A Nebraska church has helped local residents relieve some of their financial stress by raising over half a million dollars to pay off their medical debt. According to The Christian Post, First-Plymouth Congregational Church of Lincoln launched a fourteen-month campaign hoping to raise at least $8,000, but ended up raising far beyond that thanks to the compassion and generosity of 10,000 people, many of whom do not attend the church. With the money raised, over 500 families have been helped thanks to this kind effort.
In his Easter Sunday sermon, Senior Pastor Rev. Jim Keck explained that “the church decided that there were too many homes right in our neighborhood that were saddled with medical debt. … The church decided that every dime that went into the collection plate … would go to forgive the medical debt of homes right here in central Lincoln.”
Keck further explained that “sometimes love has to be expressed in actions.” He said the effort was following the guidance of Jesus who called on His followers to “love their neighbor,” and the Lord’s Prayer.
Keeping the recipients’ identities anonymous, the debt collector only shared the family and financial information about those who needed help. The only known information about a recipient would be, for example, “a single mother with two kids owes $1,000 is paying $50 a month and isn’t ever going to get on top of it.” Other recipients included a single parent receiving little child support who owed $600, and a food service worker who owed $1,300.
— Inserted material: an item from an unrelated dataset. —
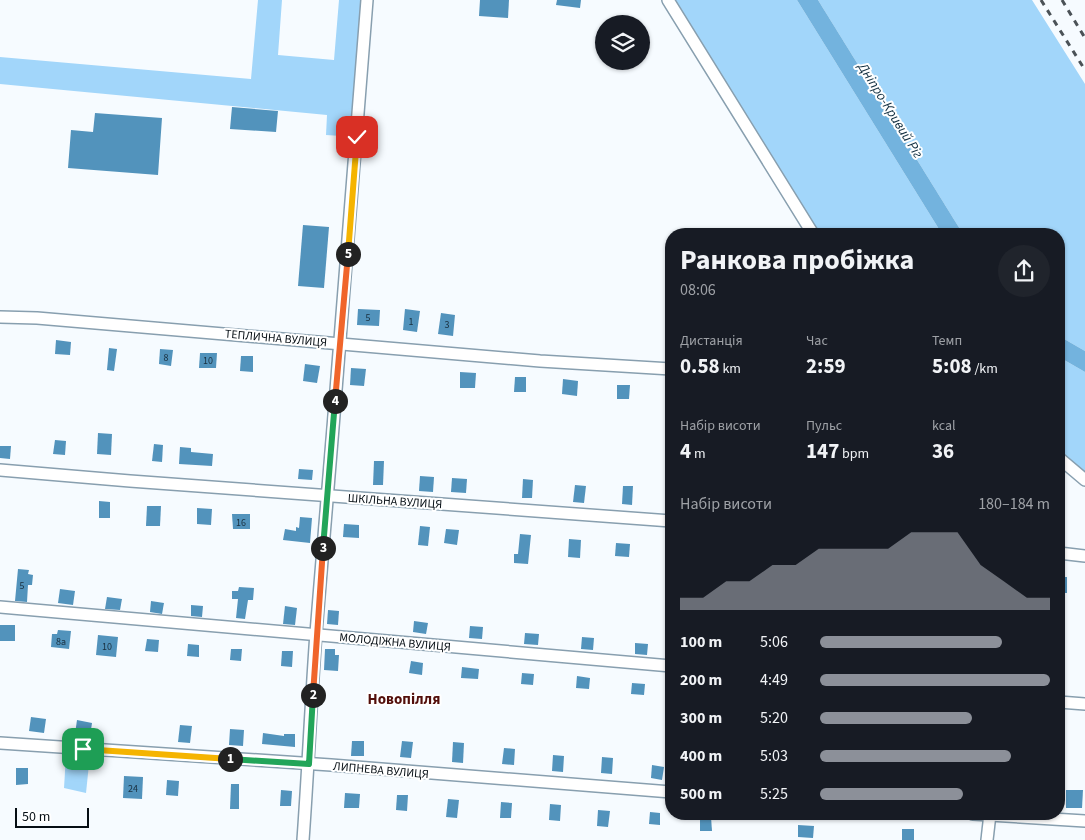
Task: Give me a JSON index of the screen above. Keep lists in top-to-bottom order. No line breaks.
{"streets":{"street":["ТЕПЛИЧНА ВУЛИЦЯ","ШКІЛЬНА ВУЛИЦЯ","МОЛОДІЖНА ВУЛИЦЯ","ЛИПНЕВА ВУЛИЦЯ"]},"districts":["Новопілля"],"water":["Дніпро-Кривий Ріг"],"house_numbers":["5","1","3","8","10","16","5","8а","10","24"],"scale_bar":"50 m","page":{"heading":["Ранкова пробіжка","08:06"],"pins":["5","4","3","2","1"],"stats":[["Дистанція","0.58 km"],["Час","2:59"],["Темп","5:08 /km"],["Набір висоти","4 m"],["Пульс","147 bpm"],["kcal","36"]],"chart":["Набір висоти","180–184 m"],"list":[{"name":"100 m","note":"5:06"},{"name":"200 m","note":"4:49"},{"name":"300 m","note":"5:20"},{"name":"400 m","note":"5:03"},{"name":"500 m","note":"5:25"}],"scale":"50 m"}}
“The church’s website explains that the campaign began in March 2022 to erase medical debt in the Near South Neighborhood and surrounding communities by ‘committing all of our loose offerings (not pledges) to this effort until Easter 2023.’ The campaign was done in conjunction with the Debtor’s Defense Project, which works to provide ‘more transparency and protection for those going through the legal process of debt collection in Nebraska.'”
The effort to help pay off medical debt from church collections has become more common lately as it threatens the stability and security of families across America.
Reflecting on the success of his initiative, Keck said he had no idea it would “go viral,” and regrets underestimating people’s generosity. Raising more than $500,000 for their neighbors, First-Plymouth Congregational Church of Lincoln has not only lifted a burden off many people’s shoulders, but they have reminded them of the power of faith and love, and likely restored hope for the families who were helped.